Let me illustrate what is being said here with one or two examples. You are on your way to get that visa at the designated place. In seeking to access the place, you are faced with a crowd of hustlers.

They are badgering you, offering you services that relate to your primary mission at that embassy. For whatever it is worth, those fellow country men and women of yours will on an average day, go home with say N5,000, which is really on the high side.

But understandably, you are not really thinking of these hapless persons. You are focused on getting that visa. But wait. Those people badgering you may never see the inside of an aircraft until they finish their mandate on this side of the earthly divide. That surely is one of the 92 percent that is not happy. Or take an incident like the relatively recent strike by the judicial workers.

While the industrial action lasted, there were invisible victims of this episode who did not get any mention in the media. I refer to those army of the deprived who make a daily living in the vicinity of our courts.

These are photographers, owners of photocopying machines, and the ‘manufacturers’ of affidavits. I had cause to pass by one of the courts and I saw this group of people-despondent, for, there was no market. I could not but wonder about the hardship that they had to undergo while the industrial action lasted.

Again take a look at the informal sector in our various tertiary institutions. Any time, there is down-time occasioned by the regular industrial actions in the universities; this translates into stark penury for those who are members of this informal sector. And of course, chances are that they will number among the unhappy Nigerians.

Even then, as a Nigerian, if you appear to have it all, a little thinking will jolt you into appreciating the searing and brutalising reality that many of our fellow Nigerians have to contend with. Now and then, I take public transport, sit in a corner to soak in the atmosphere.

The mood is always somber and grim. And for me, this is actually an isolated experience. Yet for thousands of people, that public transport; overcrowded, sweaty, and crunchy is a day-to-day reality for a lot of our compatriots in this land.

However, even as a member of the privileged class, if you elect not to have this kind of experience, chances are that through the various news items, especially the unfiltered ones, you are bound to be unhappy.

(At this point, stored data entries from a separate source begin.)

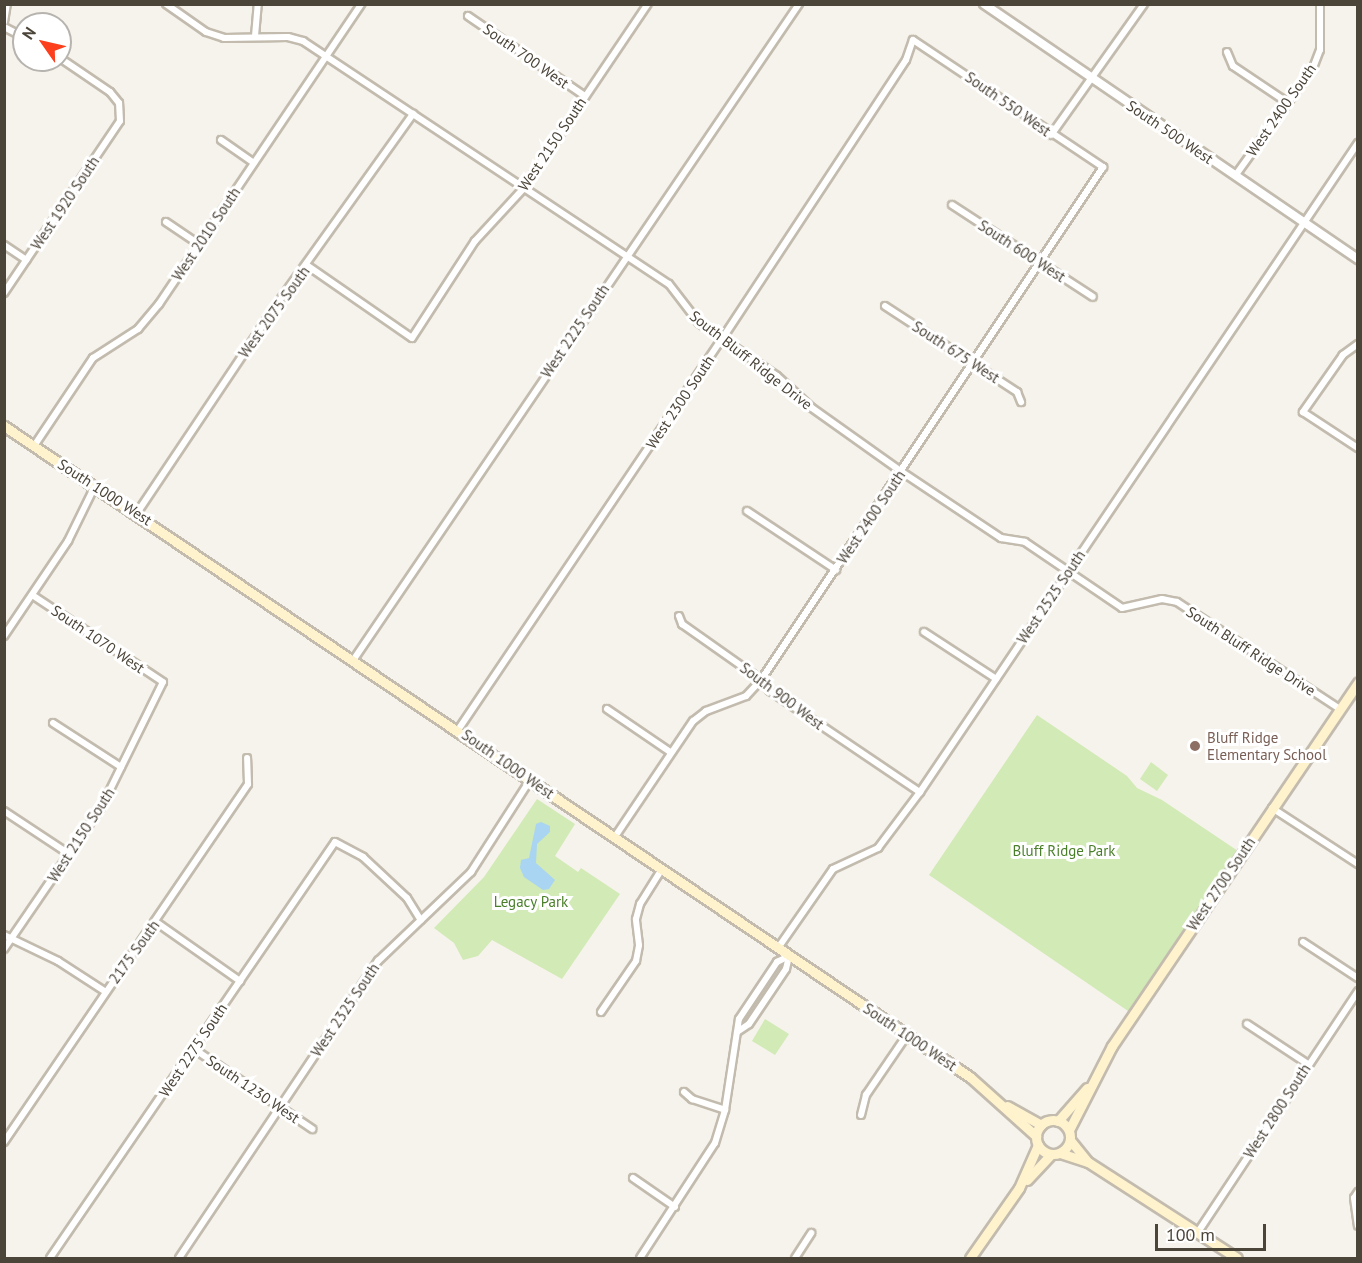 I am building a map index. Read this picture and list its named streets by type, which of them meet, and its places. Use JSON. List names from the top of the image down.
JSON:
{
  "streets": {
    "main road": ["South 1000 West", "West 2700 South"],
    "street": [
      "South 700 West",
      "South 550 West",
      "West 2400 South",
      "South 500 West",
      "West 2150 South",
      "West 1920 South",
      "West 2010 South",
      "South 600 West",
      "West 2075 South",
      "West 2225 South",
      "South 675 West",
      "South Bluff Ridge Drive",
      "West 2300 South",
      "West 2525 South",
      "South 1070 West",
      "South 900 West",
      "2175 South",
      "West 2325 South",
      "West 2275 South",
      "South 1230 West",
      "West 2800 South"
    ]
  },
  "crossings": [
    ["South 700 West", "West 2150 South"],
    ["South 550 West", "West 2400 South"],
    ["South 550 West", "West 2300 South"],
    ["West 2400 South", "South 500 West"],
    ["West 2400 South", "South 600 West"],
    ["West 2400 South", "South 675 West"],
    ["West 2400 South", "South Bluff Ridge Drive"],
    ["West 2400 South", "South 1000 West"],
    ["West 2400 South", "South 900 West"],
    ["South 500 West", "West 2525 South"],
    ["West 2150 South", "West 2075 South"],
    ["West 2150 South", "South Bluff Ridge Drive"],
    ["West 2150 South", "South 1070 West"],
    ["West 2010 South", "South Bluff Ridge Drive"],
    ["West 2010 South", "South 1000 West"],
    ["West 2075 South", "South Bluff Ridge Drive"],
    ["West 2075 South", "South 1000 West"],
    ["West 2225 South", "South Bluff Ridge Drive"],
    ["West 2225 South", "South 1000 West"],
    ["South Bluff Ridge Drive", "West 2300 South"],
    ["South Bluff Ridge Drive", "West 2525 South"],
    ["South Bluff Ridge Drive", "West 2700 South"],
    ["West 2300 South", "South 1000 West"],
    ["South 1000 West", "West 2525 South"],
    ["South 1000 West", "West 2700 South"],
    ["South 1000 West", "West 2325 South"],
    ["West 2525 South", "South 900 West"],
    ["West 2325 South", "West 2275 South"],
    ["West 2325 South", "South 1230 West"],
    ["West 2275 South", "South 1230 West"]
  ],
  "parks": ["Bluff Ridge Park", "Legacy Park"],
  "places": ["Bluff Ridge Elementary School"],
  "scale_bar": "100 m",
  "north": "top left"
}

And if you think hard enough, even if you are privileged, your worth as a Nigerian is constantly being challenged and questioned, by some of those news items. Under the circumstances, can one really be happy?

Read also: Sanusi: Nigerians express divergent views on state of nation

For instance, there was a news item to the effect that South Africa has decided to impose quotas on the number of Nigerians who will be given employment in that country. You wonder why and sigh; for this is a clear attempt at stigmatization.

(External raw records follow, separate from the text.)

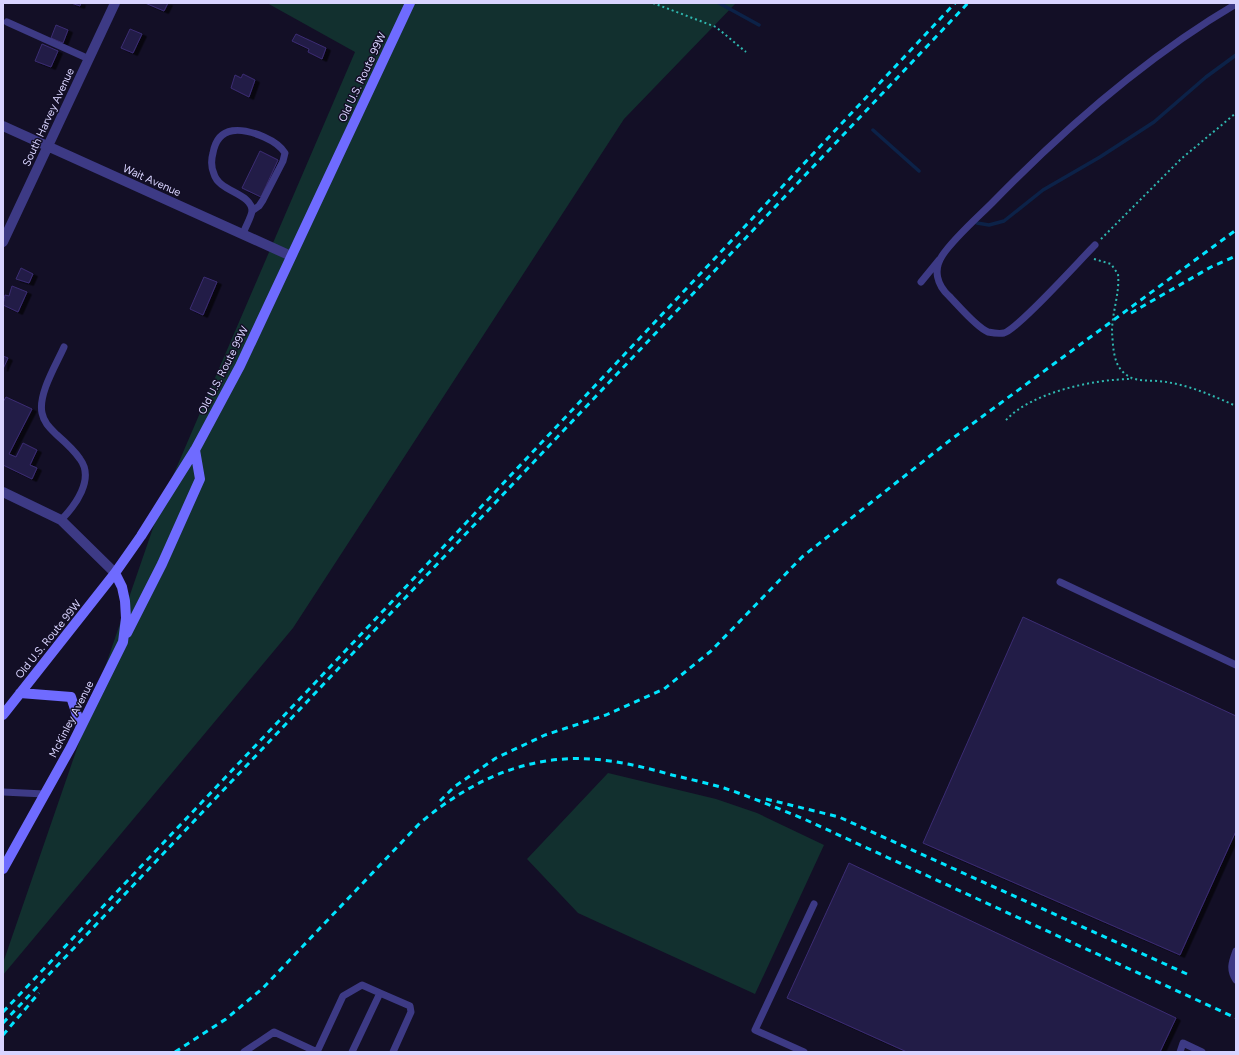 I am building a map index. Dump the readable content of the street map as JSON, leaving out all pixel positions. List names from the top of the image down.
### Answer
{
  "streets": {
    "main road": ["Old U.S. Route 99W", "McKinley Avenue"],
    "street": ["South Harvey Avenue", "Wait Avenue"]
  },
  "crossings": [
    ["Old U.S. Route 99W", "Wait Avenue"],
    ["Old U.S. Route 99W", "McKinley Avenue"],
    ["South Harvey Avenue", "Wait Avenue"]
  ]
}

But then, you think deeper. When a country’s labour force i.e. Nigerians decides to empty virtually wholesale into another country, then the receiving country has to take some action.

Or when the British High Commission decides to announce gleefully that it will take six weeks for them to process a visa for you. For the discerning, the mind goes back to the entire gamut of Anglo- Nigerian relations. Slavery, colonialism, and post-colonialism as well the attendant and forcible transfer of resources from here to there.

And yet despite the immediate foregoing, they look you in the face and implicitly tell you that you are not wanted in their country. So even as a member of the elite who wants to travel, can you count yourself as one of the happy Nigerians?

Even then, and in an overall sense, there is something very ominous and factually threatening in a society in which 92 percent are unhappy and 8 percent are happy. This is why, my charge to the latter, has been borrowed from the Greek writer who said: call no man happy until he has carried his happiness to his grave in peace.

And certainly, there can be no peace in a situation like ours, where 92 percent of the country is unhappy. The seemingly happy 8 percent are actually sitting on a keg of gunpowder. Better still, they are playing with fire!